Searchable abstracts of presentations at key conferences in endocrinology
Endocrine Abstracts (2012) 28 PL5

1Provost and Vice-Principal, University of Birmingham, Birmingham, United Kingdom; 2Endocrinology, University Hospital Birmingham NHS Trust, Birmingham, United Kingdom.


Acromegaly is associated with increased morbidity and premature mortality (predominantly due to vascular disease), but these effects can be reduced if GH levels are controlled (<2.5 µg/l) and IGF-1 levels are normalized. Confounding pituitary hormone deficiencies, particularly ACTH deficiency (with higher doses of hydrocortisone replacement) may have a detrimental effect on outcome in patients with pituitary disease. Pituitary radiotherapy is a further factor that has been associated with increased mortality (particularly cerebrovascular).

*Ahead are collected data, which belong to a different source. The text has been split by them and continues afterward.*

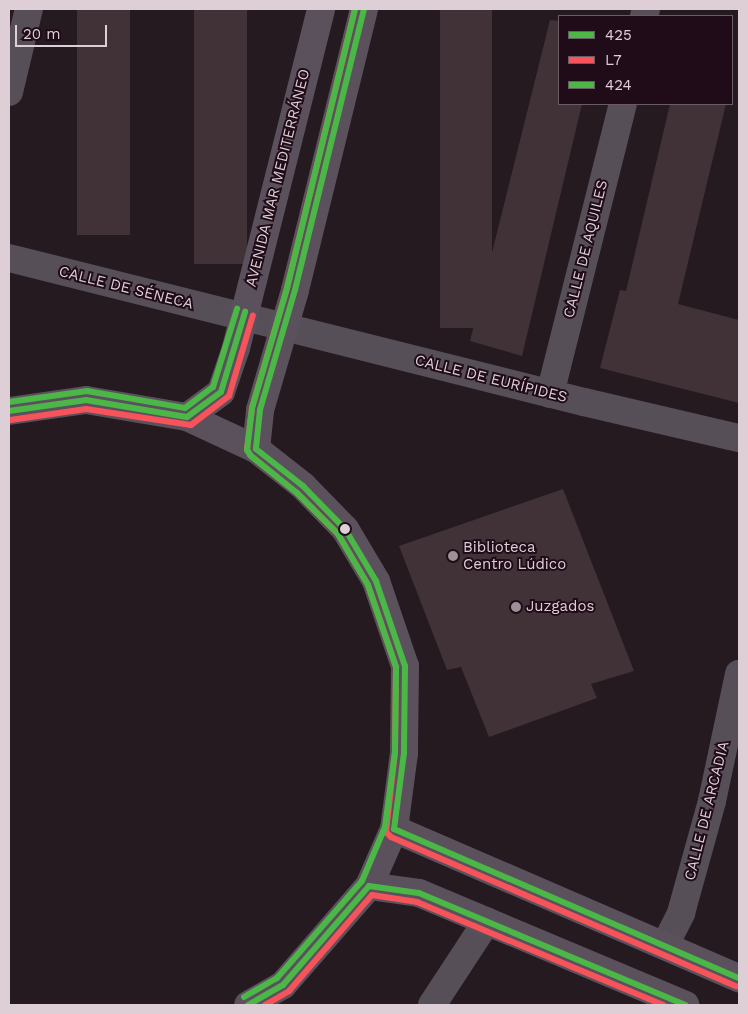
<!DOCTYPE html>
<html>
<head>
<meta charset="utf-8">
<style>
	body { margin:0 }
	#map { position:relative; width:748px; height:1014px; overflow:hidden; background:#251a20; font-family:"Work Sans",sans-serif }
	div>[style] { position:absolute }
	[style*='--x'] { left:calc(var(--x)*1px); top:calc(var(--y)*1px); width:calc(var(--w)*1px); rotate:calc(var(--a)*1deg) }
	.building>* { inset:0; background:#403236; transform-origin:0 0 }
	.street>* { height:28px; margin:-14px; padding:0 14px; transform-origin:14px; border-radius:14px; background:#574f58 }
	.secondary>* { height:28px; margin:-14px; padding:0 14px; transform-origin:14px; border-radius:14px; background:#5b515d }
	.bus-1>* { height:6px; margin:-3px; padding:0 3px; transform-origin:3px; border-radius:3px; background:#4ab747 }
	.bus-2>* { height:6px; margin:-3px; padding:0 3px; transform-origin:3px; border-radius:3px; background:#f7535a }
	.bus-3>* { height:6px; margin:-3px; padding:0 3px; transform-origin:3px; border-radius:3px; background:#4ab747 }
	.dots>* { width:14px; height:14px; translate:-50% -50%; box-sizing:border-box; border:2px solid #200c18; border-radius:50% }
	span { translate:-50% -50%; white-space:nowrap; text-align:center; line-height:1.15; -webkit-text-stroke:4px #200c18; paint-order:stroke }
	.street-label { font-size:15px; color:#decfd7 }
	.poi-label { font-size:15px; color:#decfd7 }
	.left { translate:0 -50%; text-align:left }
	.frame { position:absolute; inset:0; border:10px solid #decfd7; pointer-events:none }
	.legend { position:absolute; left:558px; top:15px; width:175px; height:90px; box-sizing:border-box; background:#200c18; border:1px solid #6c5a64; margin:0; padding:6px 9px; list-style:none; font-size:15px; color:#decfd7 }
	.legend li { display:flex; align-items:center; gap:10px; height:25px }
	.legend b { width:25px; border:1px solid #6c5a64 }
	.scale { position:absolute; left:15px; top:25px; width:92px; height:22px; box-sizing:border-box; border:2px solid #decfd7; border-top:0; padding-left:6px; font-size:15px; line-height:18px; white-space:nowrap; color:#decfd7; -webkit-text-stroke:4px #200c18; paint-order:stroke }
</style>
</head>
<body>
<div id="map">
	<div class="building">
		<div style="left:77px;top:9px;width:53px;height:226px"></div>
		<div style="left:194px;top:9px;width:53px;height:255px"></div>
		<div style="left:440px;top:9px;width:52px;height:319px"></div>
		<div style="clip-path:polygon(550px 20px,559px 21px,559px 104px,582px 104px,522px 356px,470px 341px)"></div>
		<div style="clip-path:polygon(670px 104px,726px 104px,678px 304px,739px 320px,739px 403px,600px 368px,620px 290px,626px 291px)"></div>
		<div style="clip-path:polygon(563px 489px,634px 671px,591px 684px,597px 698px,489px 737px,461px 667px,447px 670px,399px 546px)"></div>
	</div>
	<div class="street">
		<div style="--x:644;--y:16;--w:7;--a:-74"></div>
		<div style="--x:9;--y:92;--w:85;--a:-76.5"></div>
		<div style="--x:9;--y:258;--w:593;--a:14.06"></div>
		<div style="--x:584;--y:402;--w:159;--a:13.1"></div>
		<div style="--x:550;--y:394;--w:299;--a:-75.9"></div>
		<div style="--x:665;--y:945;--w:36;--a:-63"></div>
		<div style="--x:681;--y:913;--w:116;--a:-74.5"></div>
		<div style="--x:712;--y:801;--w:130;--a:-78"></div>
		<div style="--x:432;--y:1005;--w:100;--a:-56.8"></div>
	</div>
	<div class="secondary">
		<div style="--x:9;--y:411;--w:78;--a:-8.1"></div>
		<div style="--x:86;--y:400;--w:102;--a:9.6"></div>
		<div style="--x:187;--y:417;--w:76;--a:24.9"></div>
		<div style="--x:256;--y:449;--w:60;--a:38.2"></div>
		<div style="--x:303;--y:486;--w:60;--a:45.7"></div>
		<div style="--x:345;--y:529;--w:61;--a:59.2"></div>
		<div style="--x:376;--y:581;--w:90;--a:71.2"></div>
		<div style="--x:405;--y:666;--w:87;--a:90.7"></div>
		<div style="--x:404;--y:753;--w:77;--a:97.5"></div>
		<div style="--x:394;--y:829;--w:62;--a:113.7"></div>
		<div style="--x:369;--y:886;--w:131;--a:131"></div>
		<div style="--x:283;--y:985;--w:40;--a:150.3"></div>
		<div style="--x:187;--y:417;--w:42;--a:-36.3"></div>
		<div style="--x:221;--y:392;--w:46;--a:-71.2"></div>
		<div style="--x:236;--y:348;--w:349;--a:-75.9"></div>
		<div style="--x:256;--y:449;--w:39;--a:-84"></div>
		<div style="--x:260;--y:410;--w:125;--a:-73.7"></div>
		<div style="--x:295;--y:290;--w:289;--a:-76.2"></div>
		<div style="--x:394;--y:829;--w:376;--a:23.4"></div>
		<div style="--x:369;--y:886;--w:50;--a:8"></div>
		<div style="--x:419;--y:893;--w:289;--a:22.8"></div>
	</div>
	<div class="bus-1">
		<div style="--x:364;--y:9;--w:289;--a:103.8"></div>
		<div style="--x:295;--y:290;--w:125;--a:106.3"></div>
		<div style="--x:260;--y:410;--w:39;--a:96"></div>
		<div style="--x:256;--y:449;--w:60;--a:38.2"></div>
		<div style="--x:303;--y:486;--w:60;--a:45.7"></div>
		<div style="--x:345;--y:529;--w:61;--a:59.2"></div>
		<div style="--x:376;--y:581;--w:90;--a:71.2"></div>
		<div style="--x:405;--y:666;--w:87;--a:90.7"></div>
		<div style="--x:404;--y:753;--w:77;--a:97.5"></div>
		<div style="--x:394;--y:829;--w:376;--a:23.4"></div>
		<div style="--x:9;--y:411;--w:78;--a:-8.1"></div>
		<div style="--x:86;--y:400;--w:102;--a:9.6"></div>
		<div style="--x:187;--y:417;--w:42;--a:-36.3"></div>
		<div style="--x:221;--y:392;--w:84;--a:-73.3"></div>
		<div style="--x:248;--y:1005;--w:40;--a:-29.7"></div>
		<div style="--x:283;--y:985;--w:131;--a:-49"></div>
		<div style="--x:369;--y:886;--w:50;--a:8"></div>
		<div style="--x:419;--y:893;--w:289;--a:22.8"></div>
	</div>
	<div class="bus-2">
		<div style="--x:355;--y:9;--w:287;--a:103.7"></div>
		<div style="--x:287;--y:288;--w:125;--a:106.3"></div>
		<div style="--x:252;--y:408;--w:41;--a:97"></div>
		<div style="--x:247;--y:449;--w:7;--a:63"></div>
		<div style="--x:250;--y:455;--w:60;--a:39"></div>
		<div style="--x:297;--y:493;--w:58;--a:45"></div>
		<div style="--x:338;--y:534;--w:59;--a:59.5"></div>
		<div style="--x:368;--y:585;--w:87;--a:71.1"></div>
		<div style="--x:396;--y:667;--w:85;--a:90.7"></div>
		<div style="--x:395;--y:752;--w:81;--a:96.4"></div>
		<div style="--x:386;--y:832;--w:7;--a:45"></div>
		<div style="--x:391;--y:837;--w:376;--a:23.4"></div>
		<div style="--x:10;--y:420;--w:77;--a:-8.2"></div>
		<div style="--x:86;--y:409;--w:106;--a:8.7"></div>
		<div style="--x:191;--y:425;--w:48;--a:-37.3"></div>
		<div style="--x:229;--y:396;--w:84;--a:-73.5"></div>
		<div style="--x:265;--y:1005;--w:28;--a:-30"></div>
		<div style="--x:289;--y:991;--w:127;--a:-49.2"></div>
		<div style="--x:372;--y:895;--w:46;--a:8.8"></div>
		<div style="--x:417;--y:902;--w:267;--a:22.7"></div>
	</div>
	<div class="bus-3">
		<div style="--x:9;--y:402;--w:79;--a:-8"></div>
		<div style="--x:87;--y:391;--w:99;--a:9.8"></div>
		<div style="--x:185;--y:408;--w:35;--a:-37"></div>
		<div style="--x:213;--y:387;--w:82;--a:-72.9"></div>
		<div style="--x:244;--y:997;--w:38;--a:-30"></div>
		<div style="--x:277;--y:978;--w:129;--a:-48.8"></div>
		<div style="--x:362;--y:881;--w:59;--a:-66.9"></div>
		<div style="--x:385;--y:827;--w:76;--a:-82.4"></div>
		<div style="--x:395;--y:752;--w:85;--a:-89.3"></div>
		<div style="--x:396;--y:667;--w:87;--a:-108.9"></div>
		<div style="--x:368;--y:585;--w:59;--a:-120.5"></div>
		<div style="--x:338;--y:534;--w:58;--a:-135"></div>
		<div style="--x:297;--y:493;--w:59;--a:-141.2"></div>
		<div style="--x:251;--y:456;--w:7;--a:-124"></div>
		<div style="--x:247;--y:450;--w:42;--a:-83.2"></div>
		<div style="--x:252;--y:408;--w:125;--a:-73.7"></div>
		<div style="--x:287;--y:288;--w:287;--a:-76.3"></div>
	</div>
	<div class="dots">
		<div style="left:345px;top:529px;background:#decfd7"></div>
		<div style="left:453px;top:556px;background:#9d9097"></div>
		<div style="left:516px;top:607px;background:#9d9097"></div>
	</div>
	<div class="street-label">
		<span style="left:278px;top:178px;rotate:-76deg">AVENIDA MAR MEDITERRÁNEO</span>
		<span style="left:586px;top:249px;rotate:-76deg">CALLE DE AQUILES</span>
		<span style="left:126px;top:288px;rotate:14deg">CALLE DE SÉNECA</span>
		<span style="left:491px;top:379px;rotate:14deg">CALLE DE EURÍPIDES</span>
		<span style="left:707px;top:811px;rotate:-76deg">CALLE DE ARCADIA</span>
	</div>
	<div class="poi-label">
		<span class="left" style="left:463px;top:556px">Biblioteca<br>Centro Lúdico</span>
		<span class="left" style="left:526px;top:607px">Juzgados</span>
	</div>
	<div class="frame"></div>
	<ul class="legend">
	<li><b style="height:6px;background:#4ab747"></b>425</li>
	<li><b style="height:6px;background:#f7535a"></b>L7</li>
	<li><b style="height:6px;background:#4ab747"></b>424</li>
	</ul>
	<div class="scale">20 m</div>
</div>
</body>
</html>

Therapy for acromegaly is targeted at decreasing GH and IGF-1 levels, ameliorating patients’ symptoms and decreasing any local compressive effects of the pituitary adenoma. The therapeutic options for acromegaly include surgery, radiotherapy and medical therapies, such as dopamine agonists, somatostatin receptor ligands and the GH receptor antagonist pegvisomant. Medical therapy is currently most widely used as secondary treatment for persistent or recurrent acromegaly following non-curative surgery, although it is increasingly used as primary therapy. These measures have resulted in increased life expectancy of patients with acromegaly over the past few decades.

Declaration of interest: There is no conflict of interest that could be perceived as prejudicing the impartiality of the research reported.

Funding: No specific grant from any funding agency in the public, commercial or not-for-profit sector.